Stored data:
##########

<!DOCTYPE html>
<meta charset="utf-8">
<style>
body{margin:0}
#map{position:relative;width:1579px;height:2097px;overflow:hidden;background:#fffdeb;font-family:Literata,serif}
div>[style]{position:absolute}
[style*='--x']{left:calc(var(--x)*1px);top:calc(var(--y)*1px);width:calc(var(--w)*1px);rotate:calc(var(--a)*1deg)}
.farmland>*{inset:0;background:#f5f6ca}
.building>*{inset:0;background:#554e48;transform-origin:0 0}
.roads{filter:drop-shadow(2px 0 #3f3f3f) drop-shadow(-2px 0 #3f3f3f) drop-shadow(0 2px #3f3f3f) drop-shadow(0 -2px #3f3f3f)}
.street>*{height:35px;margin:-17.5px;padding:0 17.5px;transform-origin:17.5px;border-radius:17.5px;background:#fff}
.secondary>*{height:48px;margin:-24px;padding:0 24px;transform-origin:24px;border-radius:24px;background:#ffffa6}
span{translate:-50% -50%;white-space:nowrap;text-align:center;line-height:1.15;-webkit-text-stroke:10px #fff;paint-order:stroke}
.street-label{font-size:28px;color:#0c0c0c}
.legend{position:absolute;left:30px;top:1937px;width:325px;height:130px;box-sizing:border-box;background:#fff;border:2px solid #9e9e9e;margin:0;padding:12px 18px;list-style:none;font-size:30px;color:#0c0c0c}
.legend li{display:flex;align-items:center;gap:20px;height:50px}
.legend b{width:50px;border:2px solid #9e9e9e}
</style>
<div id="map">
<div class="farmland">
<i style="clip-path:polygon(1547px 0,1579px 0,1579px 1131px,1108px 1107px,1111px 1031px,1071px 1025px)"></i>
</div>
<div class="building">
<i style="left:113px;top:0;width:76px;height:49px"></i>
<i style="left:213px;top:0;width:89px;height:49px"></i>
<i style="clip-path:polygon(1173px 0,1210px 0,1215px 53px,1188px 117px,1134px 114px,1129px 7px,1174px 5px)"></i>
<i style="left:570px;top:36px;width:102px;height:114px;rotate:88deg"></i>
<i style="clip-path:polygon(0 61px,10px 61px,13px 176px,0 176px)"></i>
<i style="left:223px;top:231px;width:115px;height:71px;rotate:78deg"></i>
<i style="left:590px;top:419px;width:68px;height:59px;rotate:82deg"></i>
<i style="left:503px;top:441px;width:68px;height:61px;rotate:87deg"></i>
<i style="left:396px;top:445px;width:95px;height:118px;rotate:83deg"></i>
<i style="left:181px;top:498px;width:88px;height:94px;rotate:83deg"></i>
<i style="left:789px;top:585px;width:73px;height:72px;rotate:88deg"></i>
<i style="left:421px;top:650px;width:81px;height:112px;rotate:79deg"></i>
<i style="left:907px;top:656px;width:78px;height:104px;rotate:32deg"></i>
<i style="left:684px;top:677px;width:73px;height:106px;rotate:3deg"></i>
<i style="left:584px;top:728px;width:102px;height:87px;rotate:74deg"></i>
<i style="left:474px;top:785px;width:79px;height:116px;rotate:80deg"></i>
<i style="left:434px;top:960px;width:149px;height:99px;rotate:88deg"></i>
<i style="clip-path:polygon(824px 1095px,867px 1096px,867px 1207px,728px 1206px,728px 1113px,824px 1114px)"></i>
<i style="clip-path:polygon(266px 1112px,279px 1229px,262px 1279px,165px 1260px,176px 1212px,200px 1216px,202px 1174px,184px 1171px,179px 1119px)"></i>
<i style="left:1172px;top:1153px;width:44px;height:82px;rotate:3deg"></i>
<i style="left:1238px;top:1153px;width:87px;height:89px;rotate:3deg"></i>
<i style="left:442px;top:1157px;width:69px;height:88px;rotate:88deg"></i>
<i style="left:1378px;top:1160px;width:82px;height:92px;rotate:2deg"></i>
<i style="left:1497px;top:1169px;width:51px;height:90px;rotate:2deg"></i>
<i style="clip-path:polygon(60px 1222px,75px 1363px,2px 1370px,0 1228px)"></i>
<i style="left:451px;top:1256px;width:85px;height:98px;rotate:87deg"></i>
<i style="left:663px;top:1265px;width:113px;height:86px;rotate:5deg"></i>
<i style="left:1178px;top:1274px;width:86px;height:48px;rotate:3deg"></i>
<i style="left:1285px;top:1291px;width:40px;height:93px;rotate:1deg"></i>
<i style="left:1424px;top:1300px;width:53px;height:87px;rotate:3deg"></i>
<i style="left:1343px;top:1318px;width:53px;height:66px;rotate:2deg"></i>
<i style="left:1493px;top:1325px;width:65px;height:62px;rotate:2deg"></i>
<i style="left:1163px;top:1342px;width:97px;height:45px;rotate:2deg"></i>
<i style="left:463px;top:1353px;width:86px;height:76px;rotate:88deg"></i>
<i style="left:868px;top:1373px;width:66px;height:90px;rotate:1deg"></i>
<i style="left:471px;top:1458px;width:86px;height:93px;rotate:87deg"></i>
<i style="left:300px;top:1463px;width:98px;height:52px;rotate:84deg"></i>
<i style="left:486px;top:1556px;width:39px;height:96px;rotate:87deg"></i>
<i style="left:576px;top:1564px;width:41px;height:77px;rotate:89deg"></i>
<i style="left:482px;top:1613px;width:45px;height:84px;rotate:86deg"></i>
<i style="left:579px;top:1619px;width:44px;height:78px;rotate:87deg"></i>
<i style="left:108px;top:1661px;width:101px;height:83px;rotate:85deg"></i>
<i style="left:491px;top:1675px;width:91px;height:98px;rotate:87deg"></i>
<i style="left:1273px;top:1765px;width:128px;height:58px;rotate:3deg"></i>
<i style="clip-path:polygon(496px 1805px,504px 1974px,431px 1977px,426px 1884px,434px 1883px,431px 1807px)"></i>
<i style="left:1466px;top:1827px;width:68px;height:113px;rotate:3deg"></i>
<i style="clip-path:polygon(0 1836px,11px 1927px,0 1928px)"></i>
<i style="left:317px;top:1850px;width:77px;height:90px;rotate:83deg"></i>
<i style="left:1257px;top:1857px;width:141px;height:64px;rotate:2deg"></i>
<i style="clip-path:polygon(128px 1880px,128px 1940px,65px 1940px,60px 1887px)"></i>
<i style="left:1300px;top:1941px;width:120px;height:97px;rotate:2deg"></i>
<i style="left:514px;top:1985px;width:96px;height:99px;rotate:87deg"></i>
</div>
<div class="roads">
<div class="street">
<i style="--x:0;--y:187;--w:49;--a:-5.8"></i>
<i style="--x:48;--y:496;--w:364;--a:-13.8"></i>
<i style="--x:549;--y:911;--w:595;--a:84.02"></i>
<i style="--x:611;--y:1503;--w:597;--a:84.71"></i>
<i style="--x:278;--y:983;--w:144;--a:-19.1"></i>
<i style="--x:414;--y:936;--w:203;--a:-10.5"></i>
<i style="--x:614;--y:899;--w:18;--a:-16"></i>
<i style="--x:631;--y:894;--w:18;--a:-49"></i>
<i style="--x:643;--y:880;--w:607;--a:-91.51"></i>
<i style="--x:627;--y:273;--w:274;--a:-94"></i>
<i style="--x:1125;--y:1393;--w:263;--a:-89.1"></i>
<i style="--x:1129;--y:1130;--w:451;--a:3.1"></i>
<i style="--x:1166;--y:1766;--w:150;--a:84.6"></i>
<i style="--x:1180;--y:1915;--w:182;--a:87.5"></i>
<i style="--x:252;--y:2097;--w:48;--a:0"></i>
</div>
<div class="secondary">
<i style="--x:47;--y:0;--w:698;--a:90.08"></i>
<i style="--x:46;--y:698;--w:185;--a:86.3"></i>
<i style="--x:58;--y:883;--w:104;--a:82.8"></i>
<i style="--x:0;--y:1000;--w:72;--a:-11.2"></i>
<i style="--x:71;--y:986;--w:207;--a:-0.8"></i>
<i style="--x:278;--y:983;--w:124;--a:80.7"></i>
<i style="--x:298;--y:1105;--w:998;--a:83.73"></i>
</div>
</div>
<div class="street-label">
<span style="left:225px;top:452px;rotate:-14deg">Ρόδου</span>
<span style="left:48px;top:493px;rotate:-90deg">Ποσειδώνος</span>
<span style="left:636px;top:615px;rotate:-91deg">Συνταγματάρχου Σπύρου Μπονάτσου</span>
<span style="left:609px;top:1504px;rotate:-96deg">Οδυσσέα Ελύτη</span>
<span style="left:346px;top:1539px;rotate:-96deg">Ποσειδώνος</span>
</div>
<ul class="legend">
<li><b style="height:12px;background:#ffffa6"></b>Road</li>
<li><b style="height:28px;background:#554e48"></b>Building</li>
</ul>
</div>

##########

**Work instruction:** Give back every line from the beginning of the records through the line holding "0 #3f3f3f) drop-shadow(-2px", exactly as it reads, and leave out the rest.

**Response to this exercise:**
<!DOCTYPE html>
<meta charset="utf-8">
<style>
body{margin:0}
#map{position:relative;width:1579px;height:2097px;overflow:hidden;background:#fffdeb;font-family:Literata,serif}
div>[style]{position:absolute}
[style*='--x']{left:calc(var(--x)*1px);top:calc(var(--y)*1px);width:calc(var(--w)*1px);rotate:calc(var(--a)*1deg)}
.farmland>*{inset:0;background:#f5f6ca}
.building>*{inset:0;background:#554e48;transform-origin:0 0}
.roads{filter:drop-shadow(2px 0 #3f3f3f) drop-shadow(-2px 0 #3f3f3f) drop-shadow(0 2px #3f3f3f) drop-shadow(0 -2px #3f3f3f)}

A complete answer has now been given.